Apparently the terminology "combinatorial geometry" first appeared in 1955 (see ). The beginnings of combinatorial geometry as an area of mathematics are usually associated with this year, although there are earlier results (see, e.g., ) that are related to it. Characteristic of combinatorial geometry is the visual nature of its problems. In combinatorial geometry, combinatorial arguments and combinations of examples from various areas of mathematics (topology, functional analysis, geometry in the large, graph theory, etc.) are extensively used. One of the central groups of problems in combinatorial geometry are problems on subdividing a figure into pieces (cf. Decomposition), e.g. the Borsuk problem.
A large group of problems in combinatorial geometry is formed by covering problems, in which one studies the possibility of covering a given set (cf. Covering (of a set)) by figures of a specified form (see, e.g., the Hadwiger hypothesis on the covering of a convex body by a minimal number of smaller bodies homothetic to it with homothety coefficient $k$, $0<k<1$; the illumination problem on the minimal number of directions of beams of parallel rays (or of sources) that will illuminate the boundary of a convex body, etc.).

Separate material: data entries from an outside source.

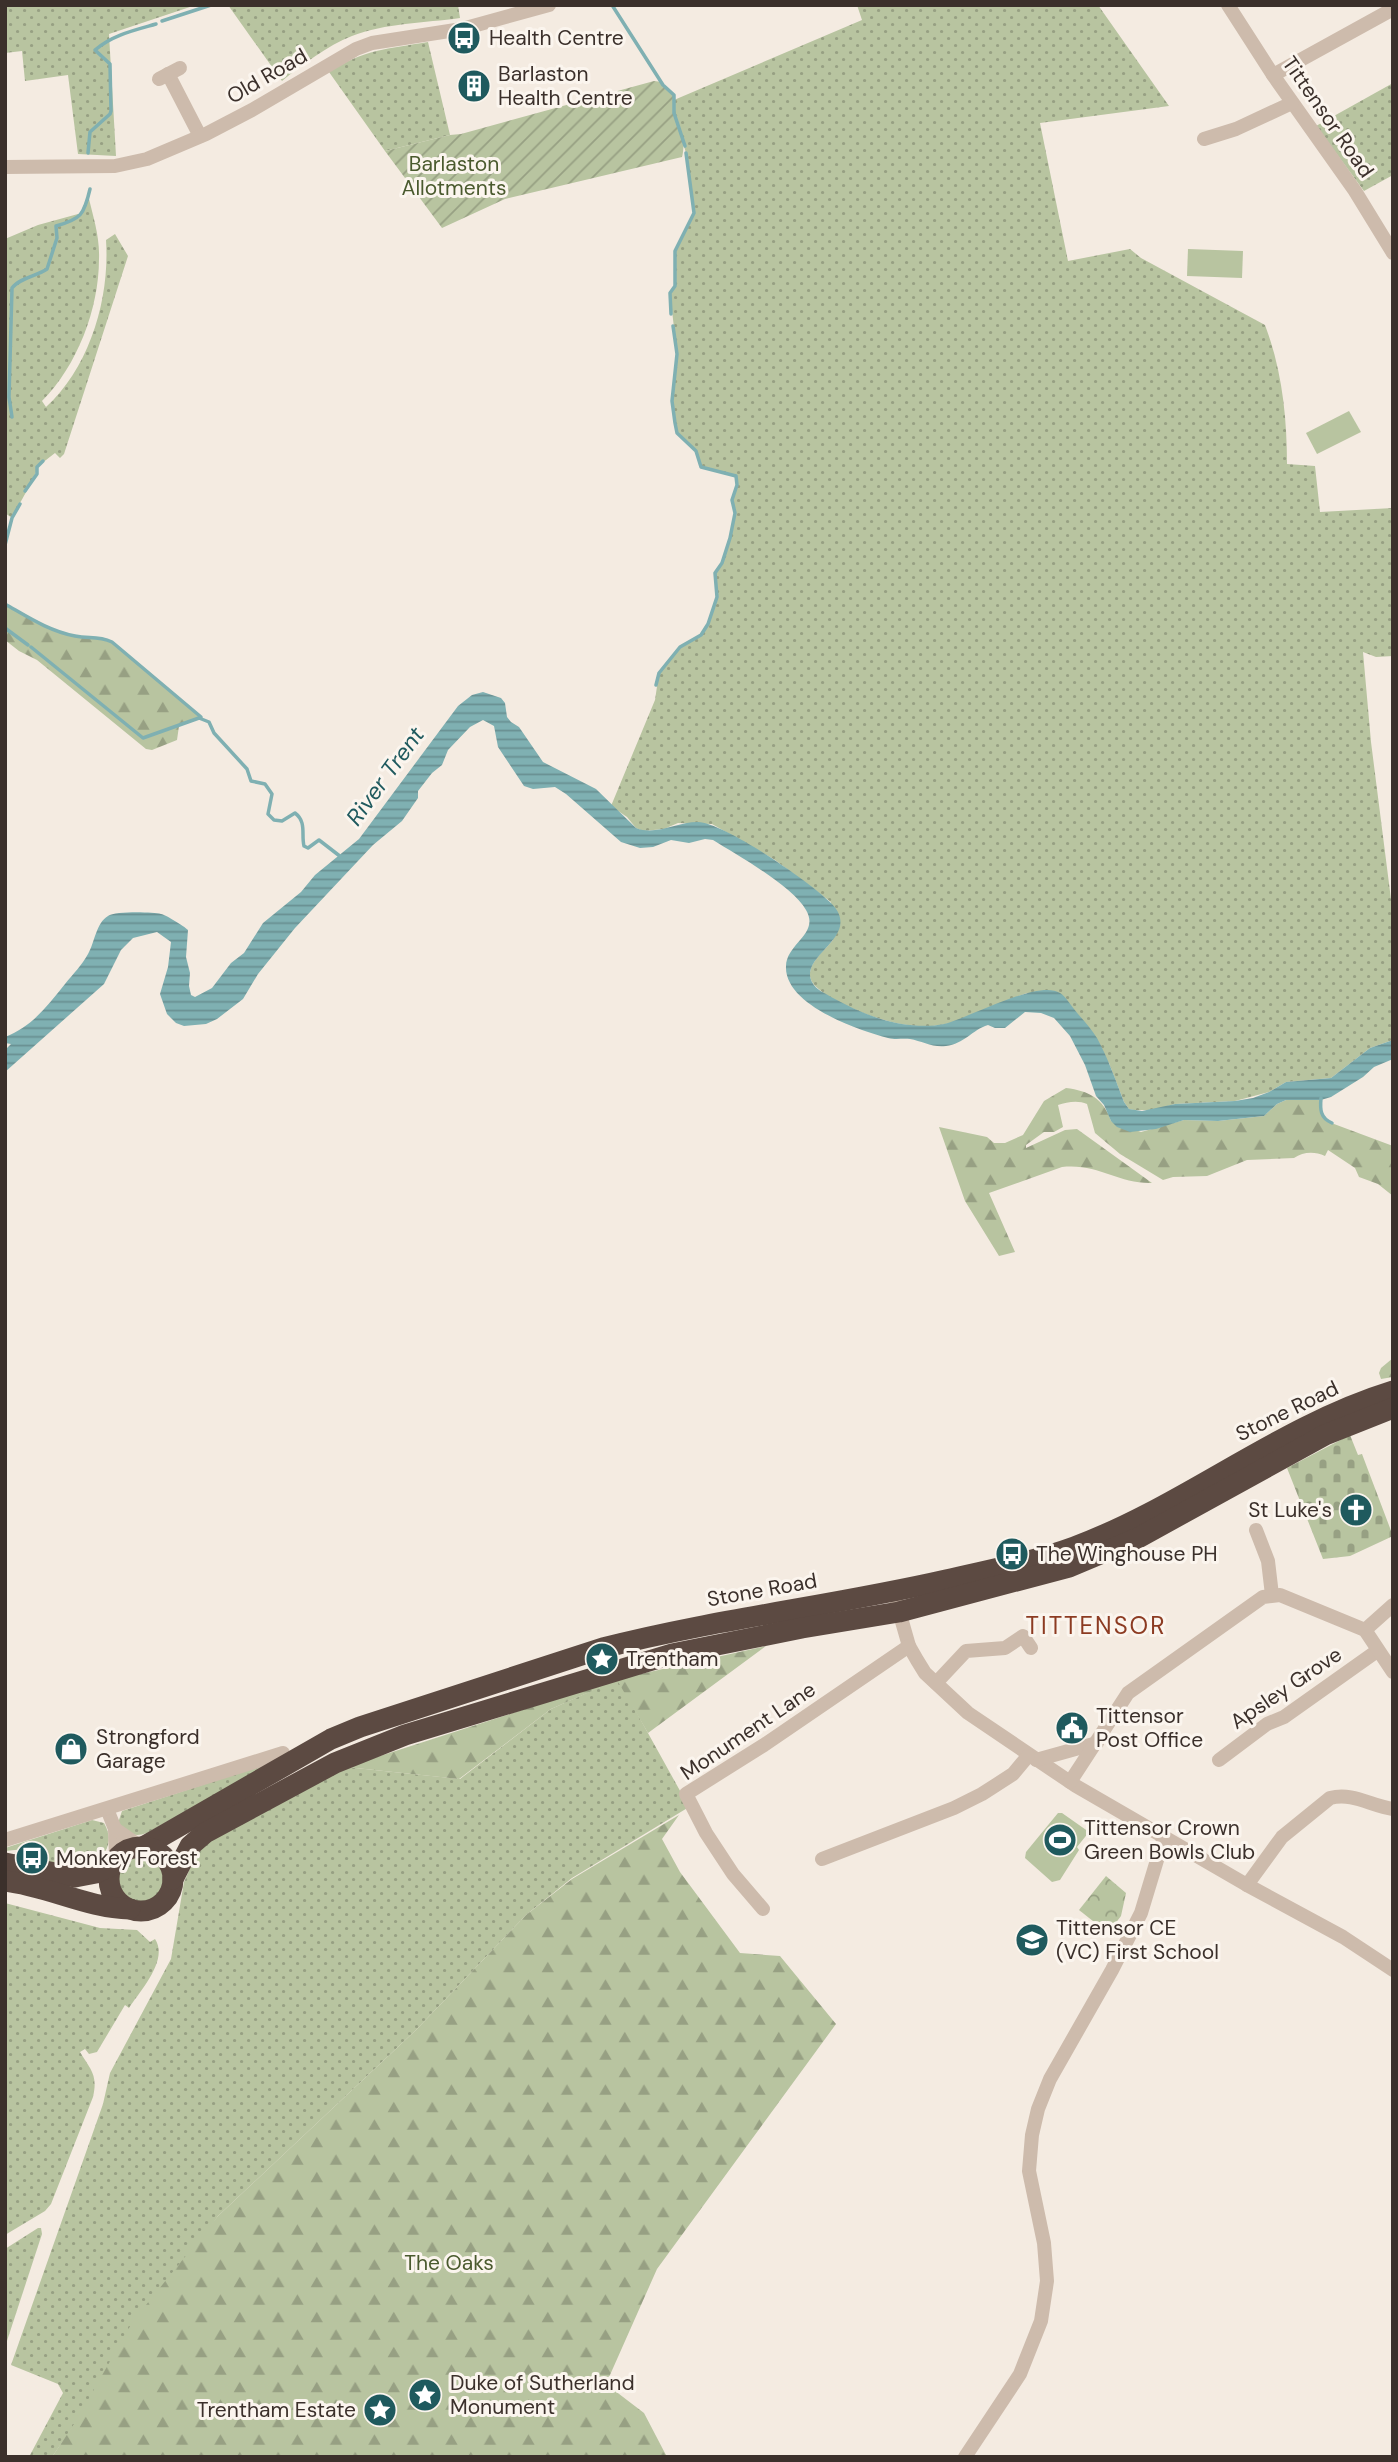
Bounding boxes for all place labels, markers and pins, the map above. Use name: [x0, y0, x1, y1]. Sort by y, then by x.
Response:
bus stop icon: Health Centre: [445, 19, 483, 57]
place label: Health Centre: [489, 24, 624, 52]
place label: Barlaston Health Centre: [498, 60, 633, 112]
building icon: Barlaston Health Centre: [455, 67, 493, 105]
church icon: St Luke's: [1337, 1491, 1375, 1529]
place label: St Luke's: [1248, 1496, 1332, 1524]
bus stop icon: The Winghouse PH: [993, 1535, 1031, 1573]
place label: The Winghouse PH: [1036, 1540, 1218, 1568]
place icon: Trentham: [583, 1640, 621, 1678]
place label: Trentham: [626, 1645, 718, 1673]
place label: Tittensor Post Office: [1096, 1702, 1203, 1754]
public building icon: Tittensor Post Office: [1053, 1709, 1091, 1747]
place label: Strongford Garage: [96, 1723, 200, 1775]
shop icon: Strongford Garage: [52, 1730, 90, 1768]
place label: Tittensor Crown Green Bowls Club: [1084, 1814, 1255, 1866]
sports icon: Tittensor Crown Green Bowls Club: [1041, 1821, 1079, 1859]
bus stop icon: Monkey Forest: [13, 1839, 51, 1877]
place label: Monkey Forest: [56, 1844, 198, 1872]
place label: Tittensor CE (VC) First School: [1056, 1914, 1219, 1966]
school or university icon: Tittensor CE (VC) First School: [1013, 1921, 1051, 1959]
place label: Duke of Sutherland Monument: [450, 2369, 635, 2421]
place icon: Duke of Sutherland Monument: [406, 2376, 444, 2414]
place icon: Trentham Estate: [361, 2391, 399, 2429]
place label: Trentham Estate: [197, 2396, 356, 2424]

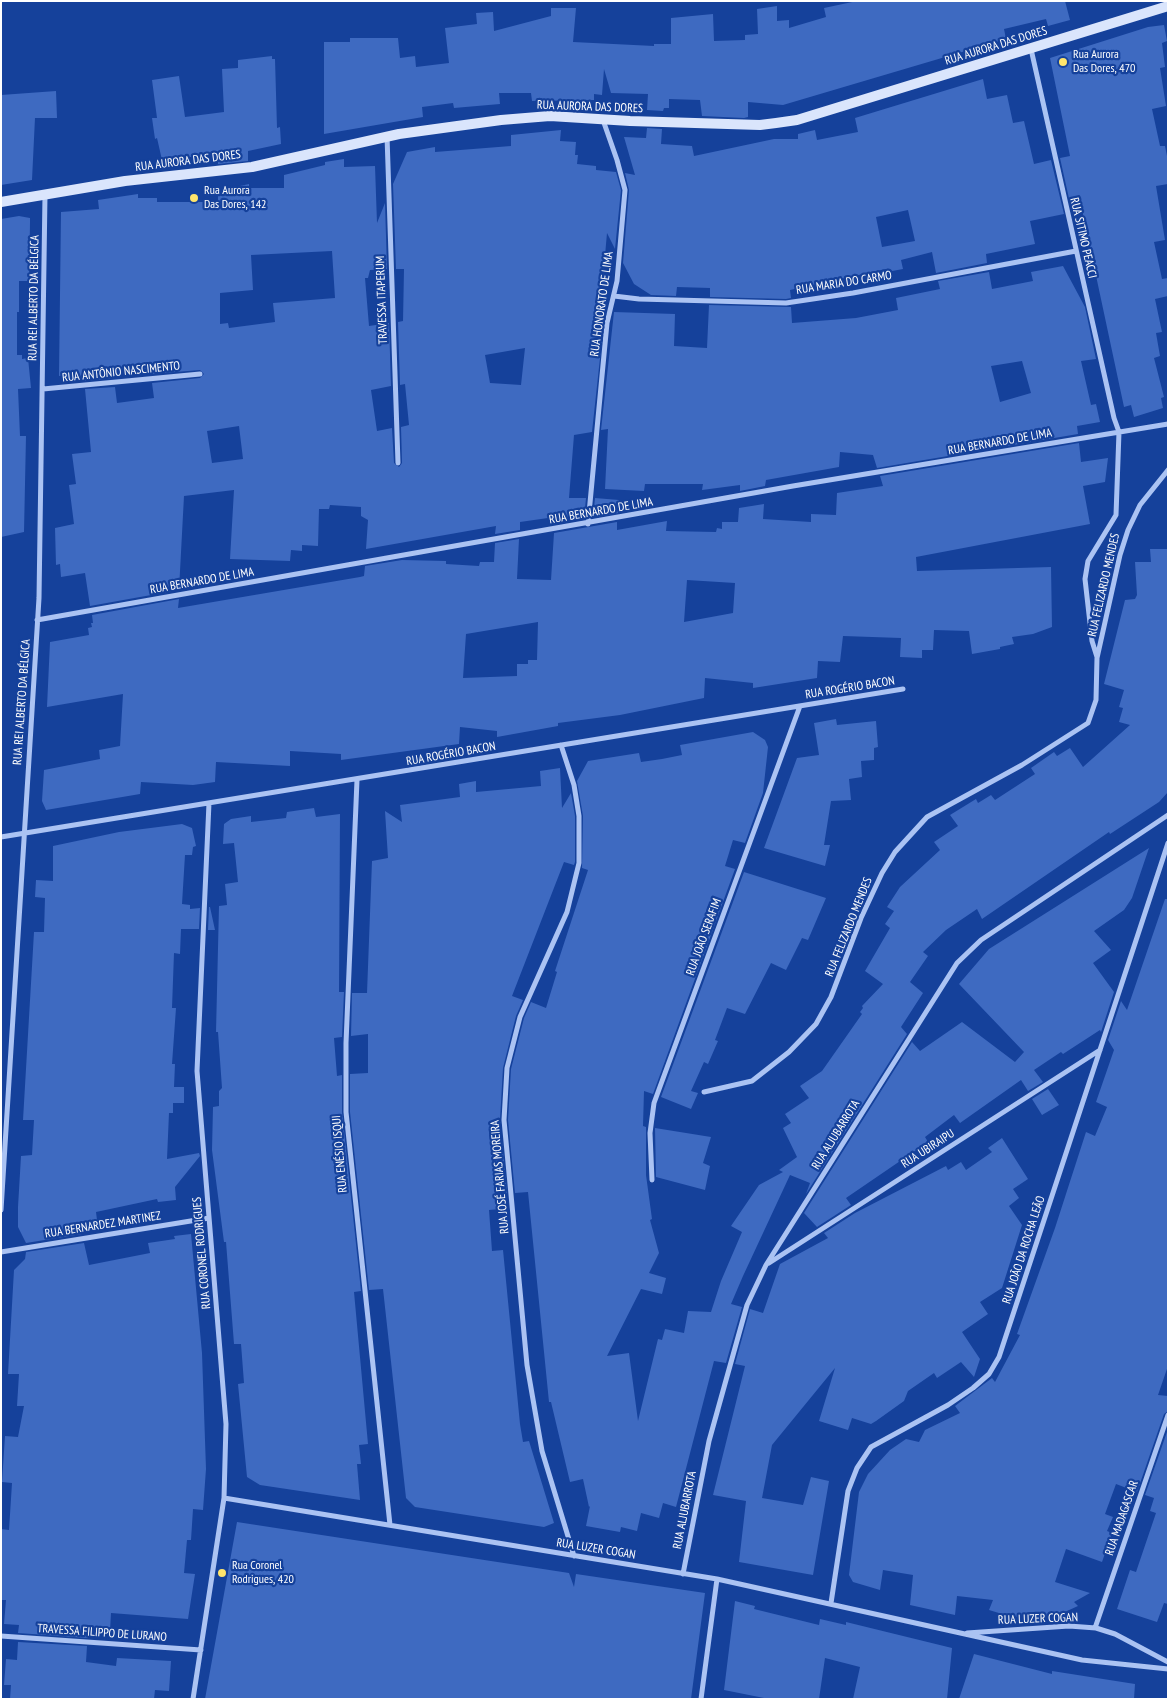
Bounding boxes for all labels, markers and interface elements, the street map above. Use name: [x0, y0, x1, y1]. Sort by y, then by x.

Combinatorial geometry is closely related to discrete geometry; see, e.g., the Erdös problem on finding the maximum number of points in a Euclidean space $\mathbf R^n$ any three of which form a triangle with angles not exceeding $\pi/2$; this problem is connected in a certain way with the Hadwiger hypothesis and the illumination problem.
Combinatorial geometry touches closely on the theory of convex sets. See, e.g. the Helly theorem, which describes intersections of certain families of convex sets in dependence on the intersections of their subfamilies.
|||H. Hadwiger, "Eulers Charakteristik und kombinatorische Geometrie" J. Reine Angew. Math. , 194 (1955) pp. 101–110|
|||P.S. [P.S. Aleksandrov] Alexandroff, H. Hopf, "Topologie" , 1 , Deutsch. Verlag Wissenschaft. (1935)|
|||H. Hadwiger, H. Debrunner, "Kombinatorische Geometrie in der Ebene" , Monographie de l'Enseignement Math. , Genève (1959)|
|||B. Grünbaum, "Borsuk's problem and related questions" V.L. Klee (ed.) , Convexity , Proc. Symp. Pure Math. , 7 , Amer. Math. Soc. (1963) pp. 271–284|
|||H. Hadwiger, H. Debrunner, "Combinatorial geometry in the plane" , Holt, Rinehart & Winston (1964) (Translated from German)|
|||I.M. Yaglom, "Combinatorial geometry" , Moscow (1971) (In Russian)|
|||V.G. Boltyanskii, P.S. Soltan, "The combinatorial geometry of various classes of convex sets" , Kishinev (1978) (In Russian)|
The number looked for in the above-mentioned problem of the 13 spheres is usually called the kissing number.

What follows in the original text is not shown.